Taking over a business usually requires a substantial investment. Finding sufficient financing, especially for somewhat larger loans, can be quite a task. In quite a few acquisitions, financing runs into difficulties. PMV’s financing solutions help. Conveniently, you can also combine them.
Are you considering taking over a business? If so, you obviously need to assess the maximum price you are willing to pay for it, and within what timeframe you hope to recoup that investment. The method of financing the acquisition price – a mix of equity and external input – is an important choice. Typically, banks expect you to be able to finance about a third of the acquisition price through an equity contribution. With subordinated financing from PMV, you can increase equity: a great way to convince your bank and then pay the full acquisition cost with a traditional bank loan.

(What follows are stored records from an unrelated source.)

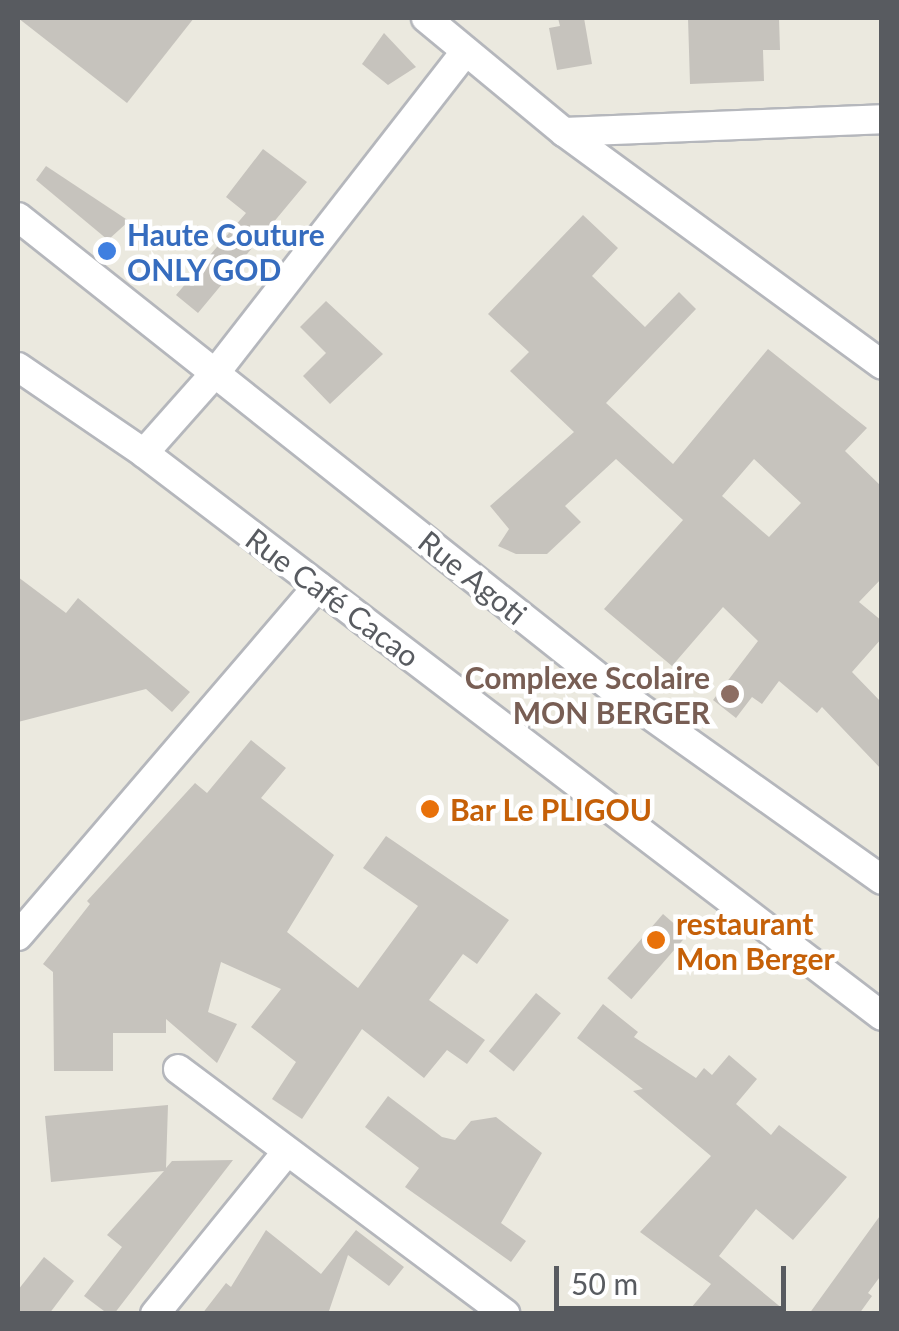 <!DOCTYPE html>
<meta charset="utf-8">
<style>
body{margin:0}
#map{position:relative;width:899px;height:1331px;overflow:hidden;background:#ebe9df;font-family:Lato,sans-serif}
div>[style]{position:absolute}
.building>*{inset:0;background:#c6c3bd;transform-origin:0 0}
.roads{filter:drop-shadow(2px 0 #b5b7bc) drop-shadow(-2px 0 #b5b7bc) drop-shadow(0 2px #b5b7bc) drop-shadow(0 -2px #b5b7bc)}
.minor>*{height:28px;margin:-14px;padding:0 14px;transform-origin:14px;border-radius:14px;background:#fff}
.dots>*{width:28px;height:28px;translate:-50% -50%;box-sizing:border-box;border:5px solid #fff;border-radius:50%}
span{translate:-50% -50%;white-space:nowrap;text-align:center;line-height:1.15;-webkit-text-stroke:9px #fff;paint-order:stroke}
.shop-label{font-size:30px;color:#366cbe;font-weight:700}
.left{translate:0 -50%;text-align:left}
.street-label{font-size:30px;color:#585b60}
.education-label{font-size:30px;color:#785e54;font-weight:700}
.right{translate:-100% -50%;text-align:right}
.food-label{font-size:30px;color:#c56008;font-weight:700}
.frame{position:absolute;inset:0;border:20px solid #585b60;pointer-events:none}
.scale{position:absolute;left:554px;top:1266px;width:232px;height:45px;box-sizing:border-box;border:5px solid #585b60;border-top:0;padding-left:12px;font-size:30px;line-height:35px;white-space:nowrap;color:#585b60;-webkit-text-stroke:8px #fff;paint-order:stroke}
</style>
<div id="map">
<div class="building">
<i style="clip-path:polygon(18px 18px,194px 18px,127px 103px)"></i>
<i style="clip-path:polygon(558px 18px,584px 18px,592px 64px,557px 70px,549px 28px,560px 26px)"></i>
<i style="clip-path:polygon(688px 18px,779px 18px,780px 50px,763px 50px,764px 81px,690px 84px)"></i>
<i style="clip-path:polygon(384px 33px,416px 67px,388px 85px,362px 64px)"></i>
<i style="clip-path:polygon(263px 149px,307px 182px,198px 313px,176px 295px,246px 213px,226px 197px)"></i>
<i style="clip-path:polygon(46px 166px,129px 221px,108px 240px,36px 180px)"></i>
<i style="clip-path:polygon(evenodd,583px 215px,618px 248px,592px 276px,645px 327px,679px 292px,696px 309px,606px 403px,673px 464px,768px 349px,867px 428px,845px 451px,882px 487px,882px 578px,859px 602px,882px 621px,882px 638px,852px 672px,882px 703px,882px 770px,822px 707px,817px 713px,779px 681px,762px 704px,752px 697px,736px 718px,713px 700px,758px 641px,723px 607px,672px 666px,604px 609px,683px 520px,616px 459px,565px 506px,581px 522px,547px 554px,516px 554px,498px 546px,509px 529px,490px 506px,574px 432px,510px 371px,529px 352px,488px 314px,583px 215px,754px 459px,801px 503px,769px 537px,722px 496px,754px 459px)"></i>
<i style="clip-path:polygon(326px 301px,383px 354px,330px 404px,303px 376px,326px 353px,300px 327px)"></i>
<i style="clip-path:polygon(18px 577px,66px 613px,78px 598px,190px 692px,172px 712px,146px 689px,18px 722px)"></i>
<i style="clip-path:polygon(251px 740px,286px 768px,261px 798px,334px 855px,287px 932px,358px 988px,418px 906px,363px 868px,386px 836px,509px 920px,477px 964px,463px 954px,429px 1000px,485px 1040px,467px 1064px,447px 1050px,424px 1078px,362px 1029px,302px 1119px,272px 1099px,296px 1062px,251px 1027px,281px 989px,221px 962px,208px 1012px,237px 1024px,217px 1063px,166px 1019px,166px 1033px,113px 1033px,113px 1071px,54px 1071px,53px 972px,43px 964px,90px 904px,87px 901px,195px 783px,207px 793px)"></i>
<i style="left:663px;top:914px;width:32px;height:85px;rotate:41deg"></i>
<i style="left:536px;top:993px;width:32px;height:75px;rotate:39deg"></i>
<i style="clip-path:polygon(603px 1004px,638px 1032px,634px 1037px,696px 1078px,704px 1068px,712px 1075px,729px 1055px,757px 1079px,736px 1104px,771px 1135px,779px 1125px,847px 1177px,793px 1240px,756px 1209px,719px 1256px,789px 1314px,686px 1314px,711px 1284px,640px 1232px,711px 1156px,633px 1091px,643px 1089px,577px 1038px)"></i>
<i style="clip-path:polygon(388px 1096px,442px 1137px,455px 1140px,471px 1121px,496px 1117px,542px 1153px,501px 1223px,526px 1241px,511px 1262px,405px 1187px,419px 1168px,365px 1127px)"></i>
<i style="clip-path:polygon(168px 1105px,166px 1168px,172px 1161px,233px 1160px,114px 1314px,108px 1314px,84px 1296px,122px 1247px,107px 1235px,164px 1171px,51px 1182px,45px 1116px)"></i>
<i style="clip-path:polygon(882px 1213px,882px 1274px,868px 1293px,872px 1296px,859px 1314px,809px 1314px)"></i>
<i style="clip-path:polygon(266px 1230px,321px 1274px,356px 1230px,404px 1267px,389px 1286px,348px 1255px,328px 1314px,202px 1314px,226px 1283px,231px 1287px)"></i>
<i style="clip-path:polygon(44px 1257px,74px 1281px,49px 1314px,18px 1314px,18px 1290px)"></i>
</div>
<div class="roads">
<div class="minor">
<i style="left:426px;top:18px;width:179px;rotate:39.6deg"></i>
<i style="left:564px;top:132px;width:394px;rotate:36.2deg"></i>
<i style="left:564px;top:132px;width:318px;rotate:-2.3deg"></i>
<i style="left:18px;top:217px;width:758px;rotate:38.41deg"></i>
<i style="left:612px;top:688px;width:331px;rotate:35.4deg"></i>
<i style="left:18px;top:367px;width:153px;rotate:34.3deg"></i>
<i style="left:144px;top:453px;width:928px;rotate:37.34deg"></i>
<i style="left:144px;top:453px;width:108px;rotate:-48.4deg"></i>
<i style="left:216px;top:372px;width:405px;rotate:-52.1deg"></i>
<i style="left:18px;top:936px;width:461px;rotate:-49.4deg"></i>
<i style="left:178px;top:1069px;width:409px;rotate:36.8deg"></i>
<i style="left:155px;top:1314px;width:205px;rotate:-50.9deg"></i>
</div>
</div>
<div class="dots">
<i style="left:107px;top:251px;background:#3f7fe0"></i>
<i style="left:730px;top:694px;background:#8d6e63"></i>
<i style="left:430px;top:809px;background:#e8710a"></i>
<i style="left:656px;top:940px;background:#e8710a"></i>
</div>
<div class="shop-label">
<span class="left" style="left:127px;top:251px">Haute Couture<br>ONLY GOD</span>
</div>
<div class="street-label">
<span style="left:473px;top:577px;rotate:39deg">Rue Agoti</span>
<span style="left:333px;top:597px;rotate:37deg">Rue Café Cacao</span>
</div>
<div class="education-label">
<span class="right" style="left:710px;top:694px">Complexe Scolaire<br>MON BERGER</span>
</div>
<div class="food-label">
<span class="left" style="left:450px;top:809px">Bar Le PLIGOU</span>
<span class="left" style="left:676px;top:940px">restaurant<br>Mon Berger</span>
</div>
<div class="frame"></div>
<div class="scale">50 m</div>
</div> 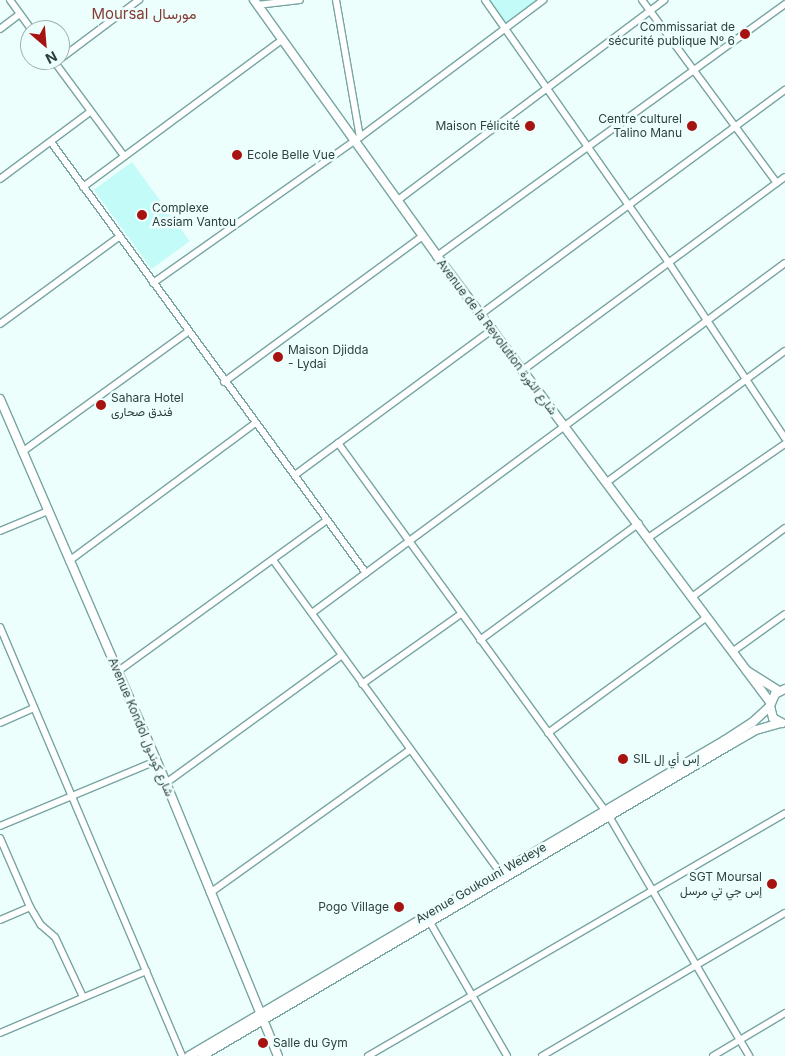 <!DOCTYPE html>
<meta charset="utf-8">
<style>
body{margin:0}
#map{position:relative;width:785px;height:1056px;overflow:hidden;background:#edfffd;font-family:Inter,Vazirmatn,sans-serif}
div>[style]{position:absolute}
.built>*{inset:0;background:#c2fbf7;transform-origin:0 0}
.roads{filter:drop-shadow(1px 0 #78a5a2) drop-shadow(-1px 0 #78a5a2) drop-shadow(0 1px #78a5a2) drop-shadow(0 -1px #78a5a2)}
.minor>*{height:6px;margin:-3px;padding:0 3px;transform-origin:3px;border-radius:3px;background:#fff}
.tertiary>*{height:8px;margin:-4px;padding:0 4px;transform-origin:4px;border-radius:4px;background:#fff}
.dots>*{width:14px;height:14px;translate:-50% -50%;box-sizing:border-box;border:2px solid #edfffd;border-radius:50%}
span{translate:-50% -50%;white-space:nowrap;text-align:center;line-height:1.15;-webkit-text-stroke:5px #edfffd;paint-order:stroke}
.poi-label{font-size:12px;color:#2d3f3e}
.right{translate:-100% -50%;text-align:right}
.left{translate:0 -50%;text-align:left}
.street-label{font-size:12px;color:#2d3f3e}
.quarter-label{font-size:15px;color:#833c34}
.north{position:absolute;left:20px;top:20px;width:50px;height:50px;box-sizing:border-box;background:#edfffd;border:1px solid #a0b2b1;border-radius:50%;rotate:153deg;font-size:14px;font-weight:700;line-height:20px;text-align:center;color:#2d3f3e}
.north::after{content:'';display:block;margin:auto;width:18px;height:22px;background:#a71311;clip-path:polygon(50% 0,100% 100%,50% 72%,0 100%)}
</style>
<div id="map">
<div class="built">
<i style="clip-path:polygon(489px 0,548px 0,508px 29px)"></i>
<i style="left:132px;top:162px;width:98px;height:47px;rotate:54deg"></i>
</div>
<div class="roads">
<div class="minor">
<i style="left:10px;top:0;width:37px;rotate:54deg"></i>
<i style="left:336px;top:0;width:139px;rotate:80.1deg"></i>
<i style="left:485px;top:0;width:321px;rotate:55deg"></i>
<i style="left:669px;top:263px;width:210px;rotate:56.5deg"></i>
<i style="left:642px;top:0;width:227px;rotate:53.6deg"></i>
<i style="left:257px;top:5px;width:43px;rotate:-6.6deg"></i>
<i style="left:0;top:29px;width:25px;rotate:-37deg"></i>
<i style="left:60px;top:59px;width:99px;rotate:-36.8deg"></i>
<i style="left:53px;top:60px;width:119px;rotate:53.5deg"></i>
<i style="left:51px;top:142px;width:534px;rotate:53.84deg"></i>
<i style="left:0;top:179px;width:112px;rotate:-36.7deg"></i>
<i style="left:83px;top:187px;width:247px;rotate:-36.5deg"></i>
<i style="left:398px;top:200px;width:333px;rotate:-36.9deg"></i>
<i style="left:437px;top:256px;width:430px;rotate:-35.9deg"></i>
<i style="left:153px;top:283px;width:253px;rotate:-35.2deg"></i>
<i style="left:360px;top:137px;width:229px;rotate:-36.8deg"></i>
<i style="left:481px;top:314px;width:378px;rotate:-36.4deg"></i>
<i style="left:0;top:324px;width:147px;rotate:-36.2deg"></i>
<i style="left:523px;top:370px;width:325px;rotate:-36.4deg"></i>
<i style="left:224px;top:382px;width:247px;rotate:-36.3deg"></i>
<i style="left:338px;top:443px;width:461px;rotate:54deg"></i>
<i style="left:609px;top:816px;width:278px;rotate:59.7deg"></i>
<i style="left:22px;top:452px;width:205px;rotate:-35.9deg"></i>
<i style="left:295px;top:475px;width:246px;rotate:-36.4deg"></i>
<i style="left:607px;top:482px;width:221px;rotate:-36.4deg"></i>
<i style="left:0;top:531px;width:52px;rotate:-22.6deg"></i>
<i style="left:648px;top:538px;width:166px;rotate:-34.5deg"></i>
<i style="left:273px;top:560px;width:387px;rotate:54deg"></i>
<i style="left:69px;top:561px;width:230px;rotate:-36.5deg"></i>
<i style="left:692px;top:597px;width:116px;rotate:-36.6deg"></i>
<i style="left:312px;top:613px;width:588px;rotate:-36.5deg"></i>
<i style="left:0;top:627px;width:466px;rotate:67deg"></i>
<i style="left:480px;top:640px;width:197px;rotate:-36.3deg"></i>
<i style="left:732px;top:652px;width:65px;rotate:-35.6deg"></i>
<i style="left:117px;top:672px;width:259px;rotate:-35.9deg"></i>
<i style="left:362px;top:684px;width:121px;rotate:-35.3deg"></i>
<i style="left:0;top:723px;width:37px;rotate:-24deg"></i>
<i style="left:548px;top:733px;width:197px;rotate:-36.1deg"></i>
<i style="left:166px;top:783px;width:216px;rotate:-36deg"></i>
<i style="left:0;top:826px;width:169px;rotate:-22.6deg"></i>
<i style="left:0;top:838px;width:75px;rotate:66.5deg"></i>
<i style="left:30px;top:907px;width:21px;rotate:59deg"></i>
<i style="left:41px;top:925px;width:18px;rotate:41deg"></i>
<i style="left:55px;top:937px;width:66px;rotate:65deg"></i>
<i style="left:210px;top:893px;width:246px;rotate:-35.6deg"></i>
<i style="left:428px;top:919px;width:158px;rotate:60deg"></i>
<i style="left:0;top:920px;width:33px;rotate:-23deg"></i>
<i style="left:0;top:1033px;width:159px;rotate:-23deg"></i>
<i style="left:368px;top:1056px;width:483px;rotate:-30.2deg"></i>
<i style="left:542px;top:1056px;width:282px;rotate:-30.5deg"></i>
<i style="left:713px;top:1056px;width:84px;rotate:-30.8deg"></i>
</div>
<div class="tertiary">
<i style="left:254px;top:0;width:315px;rotate:54.4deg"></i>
<i style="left:437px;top:256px;width:557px;rotate:53.25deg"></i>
<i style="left:0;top:399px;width:418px;rotate:66.6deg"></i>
<i style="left:166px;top:783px;width:295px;rotate:67.7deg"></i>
<i style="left:747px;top:671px;width:38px;rotate:32deg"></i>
<i style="left:782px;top:723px;width:10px;rotate:-151deg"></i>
<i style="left:773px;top:718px;width:12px;rotate:-104deg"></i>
<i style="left:770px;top:706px;width:13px;rotate:-67deg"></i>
<i style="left:775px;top:694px;width:11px;rotate:-27deg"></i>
<i style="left:189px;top:1056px;width:622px;rotate:-30.52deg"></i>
<i style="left:725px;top:740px;width:33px;rotate:-33deg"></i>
<i style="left:753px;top:722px;width:23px;rotate:-43deg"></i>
<i style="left:202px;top:1056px;width:611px;rotate:-30.51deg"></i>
<i style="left:728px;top:746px;width:32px;rotate:-30deg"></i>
<i style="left:756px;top:730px;width:25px;rotate:-16deg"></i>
</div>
</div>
<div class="dots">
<i style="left:745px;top:34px;background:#a71311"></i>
<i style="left:530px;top:126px;background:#a71311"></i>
<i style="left:692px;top:126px;background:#a71311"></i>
<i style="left:237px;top:155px;background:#a71311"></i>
<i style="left:142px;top:215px;background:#a71311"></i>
<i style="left:278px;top:357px;background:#a71311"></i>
<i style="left:101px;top:405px;background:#a71311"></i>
<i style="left:623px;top:759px;background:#a71311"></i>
<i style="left:772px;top:884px;background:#a71311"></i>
<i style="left:399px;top:907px;background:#a71311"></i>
<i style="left:263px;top:1043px;background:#a71311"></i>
</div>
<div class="poi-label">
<span class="right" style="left:735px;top:34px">Commissariat de<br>sécurité publique Nº 6</span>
<span class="right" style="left:682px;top:126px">Centre culturel<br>Talino Manu</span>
<span class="right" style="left:520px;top:126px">Maison Félicité</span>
<span class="left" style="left:247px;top:155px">Ecole Belle Vue</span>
<span class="left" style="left:152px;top:215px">Complexe<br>Assiam Vantou</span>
<span class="left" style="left:288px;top:357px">Maison Djidda<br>- Lydai</span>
<span class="left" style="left:111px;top:405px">Sahara Hotel<br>فندق صحارى</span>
<span class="left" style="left:633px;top:759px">SIL إس أي إل</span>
<span class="right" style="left:762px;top:884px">SGT Moursal<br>إس جي تي مرسل</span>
<span class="right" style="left:389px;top:907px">Pogo Village</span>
<span class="left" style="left:273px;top:1043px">Salle du Gym</span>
</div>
<div class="street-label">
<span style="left:497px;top:337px;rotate:53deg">Avenue de la Revolution شارع الثورة</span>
<span style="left:141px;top:727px;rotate:67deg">Avenue Kondol شارع كوندول</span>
<span style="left:481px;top:883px;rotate:-30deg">Avenue Goukouni Wedeye</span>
</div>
<div class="quarter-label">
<span style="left:144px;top:14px">Moursal مورسال</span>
</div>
<div class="north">N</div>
</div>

It is one of the financing instruments offered by PMV. Besides subordinated loans to bridge the gap between bank financing and equity, you can also turn to PMV for guarantees or a minority stake in the capital. Annually, PMV provides guarantees in around 800 acquisition files. In some 60 takeover deals, PMV provides subordinated loans. We offer longer terms and flexible repayment options where you often only have to repay the loan at the end of the term. This leaves more cash in your business to invest and repay the banks. Whatever form of financing you choose, a good mix is very important. Balanced financing avoids you getting into trouble (especially in the first difficult years) with repaying your bank debts.